(SOURCE INFORMATION begins)
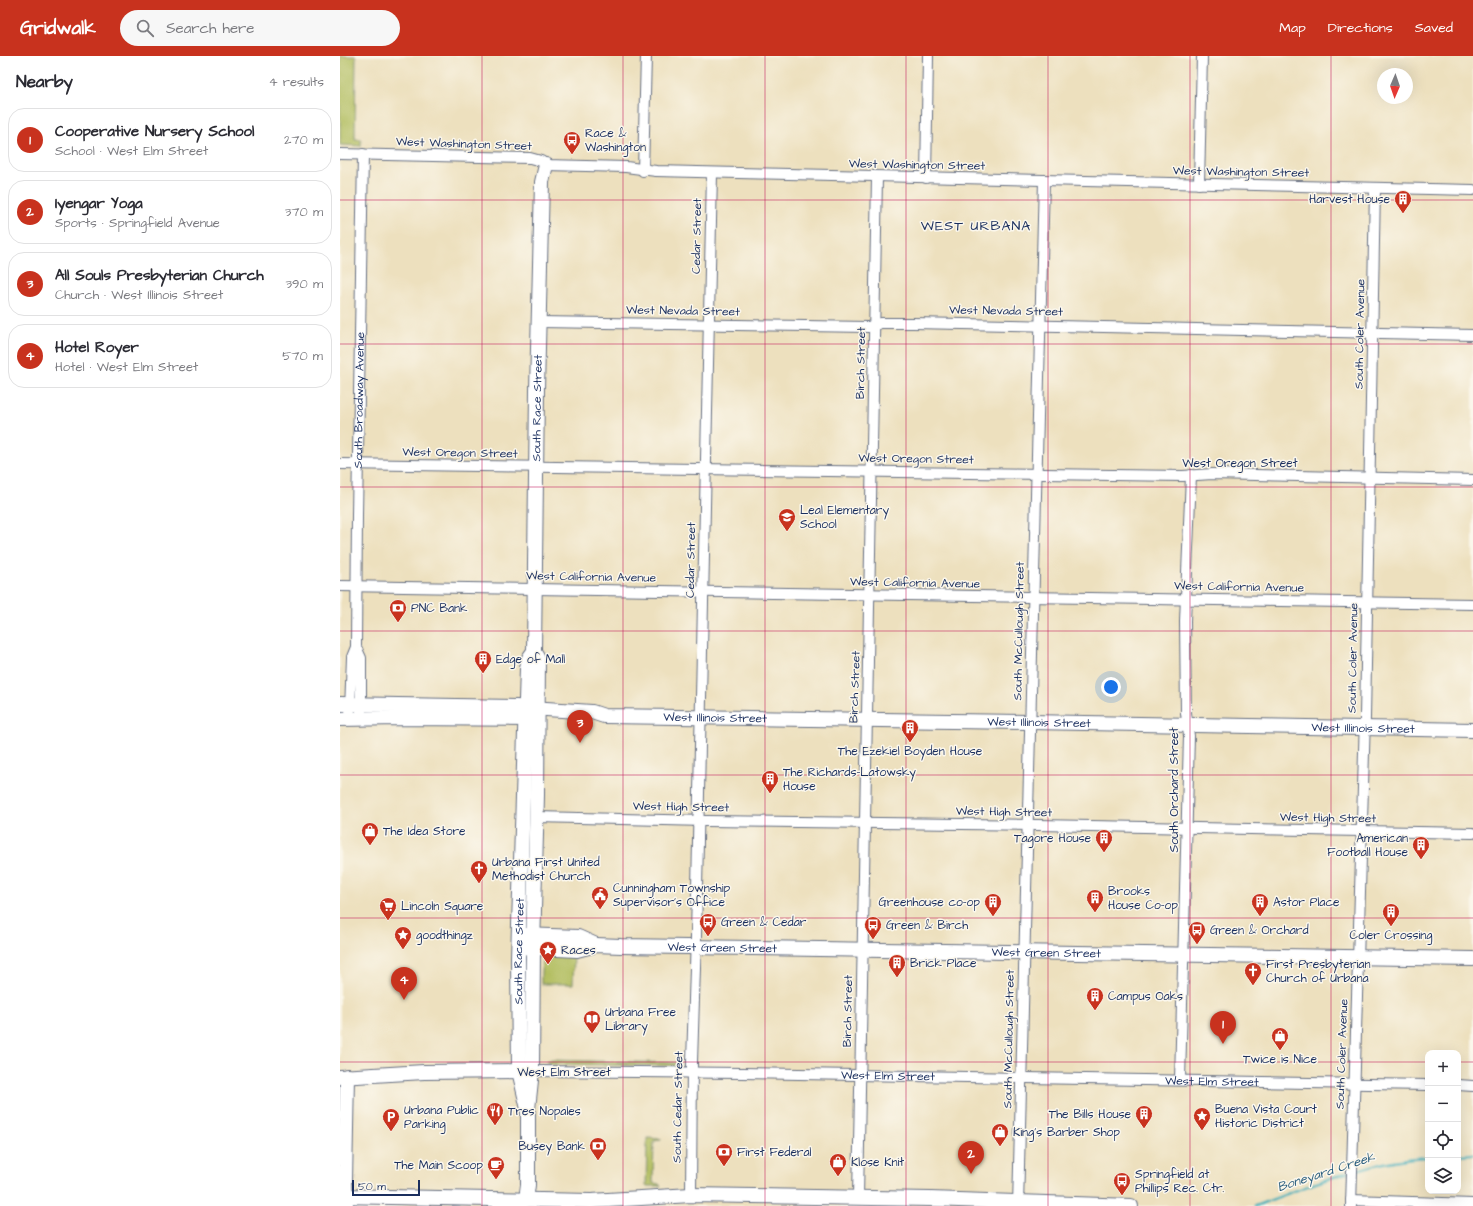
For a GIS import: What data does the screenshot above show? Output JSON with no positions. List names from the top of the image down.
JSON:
{
  "streets": {
    "street": [
      "West Washington Street",
      "Cedar Street",
      "West Nevada Street",
      "South Coler Avenue",
      "Birch Street",
      "South Broadway Avenue",
      "South Race Street",
      "West Oregon Street",
      "West California Avenue",
      "South McCullough Street",
      "West Illinois Street",
      "South Orchard Street",
      "West High Street",
      "West Green Street",
      "West Elm Street",
      "South Cedar Street"
    ]
  },
  "crossings": [
    ["West Washington Street", "Cedar Street"],
    ["West Washington Street", "South Coler Avenue"],
    ["West Washington Street", "Birch Street"],
    ["West Washington Street", "South Broadway Avenue"],
    ["West Washington Street", "South Race Street"],
    ["West Washington Street", "South McCullough Street"],
    ["Cedar Street", "West Nevada Street"],
    ["Cedar Street", "West Oregon Street"],
    ["Cedar Street", "West California Avenue"],
    ["Cedar Street", "West Illinois Street"],
    ["Cedar Street", "West High Street"],
    ["Cedar Street", "West Green Street"],
    ["Cedar Street", "South Cedar Street"],
    ["West Nevada Street", "South Coler Avenue"],
    ["West Nevada Street", "Birch Street"],
    ["West Nevada Street", "South Race Street"],
    ["West Nevada Street", "South McCullough Street"],
    ["South Coler Avenue", "West Oregon Street"],
    ["South Coler Avenue", "West California Avenue"],
    ["South Coler Avenue", "West Illinois Street"],
    ["South Coler Avenue", "West High Street"],
    ["South Coler Avenue", "West Green Street"],
    ["South Coler Avenue", "West Elm Street"],
    ["Birch Street", "West Oregon Street"],
    ["Birch Street", "West California Avenue"],
    ["Birch Street", "West Illinois Street"],
    ["Birch Street", "West High Street"],
    ["Birch Street", "West Green Street"],
    ["Birch Street", "West Elm Street"],
    ["South Broadway Avenue", "West Oregon Street"],
    ["South Broadway Avenue", "West California Avenue"],
    ["South Broadway Avenue", "West Illinois Street"],
    ["South Race Street", "West Oregon Street"],
    ["South Race Street", "West California Avenue"],
    ["South Race Street", "West Illinois Street"],
    ["South Race Street", "West High Street"],
    ["South Race Street", "West Green Street"],
    ["South Race Street", "West Elm Street"],
    ["West Oregon Street", "South McCullough Street"],
    ["West Oregon Street", "South Orchard Street"],
    ["West California Avenue", "South McCullough Street"],
    ["West California Avenue", "South Orchard Street"],
    ["South McCullough Street", "West Illinois Street"],
    ["South McCullough Street", "West High Street"],
    ["South McCullough Street", "West Green Street"],
    ["South McCullough Street", "West Elm Street"],
    ["West Illinois Street", "South Orchard Street"],
    ["South Orchard Street", "West High Street"],
    ["South Orchard Street", "West Green Street"],
    ["South Orchard Street", "West Elm Street"],
    ["West Green Street", "South Cedar Street"],
    ["West Elm Street", "South Cedar Street"]
  ],
  "districts": ["WEST URBANA"],
  "water": ["Boneyard Creek"],
  "places": {
    "bus stop": [
      "Race & Washington",
      "Green & Cedar",
      "Green & Birch",
      "Green & Orchard",
      "Springfield at Phillips Rec. Ctr."
    ],
    "building": [
      "Harvest House",
      "Edge of Mall",
      "The Ezekiel Boyden House",
      "The Richards-Latowsky House",
      "Tagore House",
      "American Football House",
      "Brooks House Co-op",
      "Greenhouse co-op",
      "Astor Place",
      "Coler Crossing",
      "Brick Place",
      "Campus Oaks",
      "The Bills House"
    ],
    "school or university": ["Leal Elementary School"],
    "bank": ["PNC Bank", "Busey Bank", "First Federal"],
    "shop": [
      "The Idea Store",
      "Twice is Nice",
      "King's Barber Shop",
      "Klose Knit"
    ],
    "church": ["Urbana First United Methodist Church", "First Presbyterian Church of Urbana"],
    "public building": ["Cunningham Township Supervisor's Office"],
    "supermarket": ["Lincoln Square"],
    "place": ["goodthingz", "Races", "Buena Vista Court Historic District"],
    "library": ["Urbana Free Library"],
    "restaurant": ["Tres Nopales"],
    "parking": ["Urbana Public Parking"],
    "cafe": ["The Main Scoop"]
  },
  "scale_bar": "50 m",
  "north": "bottom",
  "page": {
    "header": "Gridwalk",
    "search": "Search here",
    "nav": ["Map", "Directions", "Saved"],
    "heading": ["Nearby", "4 results"],
    "list": [
      {
        "mark": "1",
        "name": "Cooperative Nursery School",
        "note": "School · West Elm Street",
        "value": "270 m"
      },
      {
        "mark": "2",
        "name": "Iyengar Yoga",
        "note": "Sports · Springfield Avenue",
        "value": "370 m"
      },
      {
        "mark": "3",
        "name": "All Souls Presbyterian Church",
        "note": "Church · West Illinois Street",
        "value": "390 m"
      },
      {
        "mark": "4",
        "name": "Hotel Royer",
        "note": "Hotel · West Elm Street",
        "value": "570 m"
      }
    ],
    "pins": [
      "3",
      "4",
      "1",
      "2"
    ],
    "map_buttons": ["+", "−"],
    "scale": "50 m"
  }
}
(SOURCE INFORMATION ends)
_EXERCISE_
Check each line of the records for the string "Birch" and state how many lines contain it. Give only the number.

_RESULT OF THIS EXERCISE_
10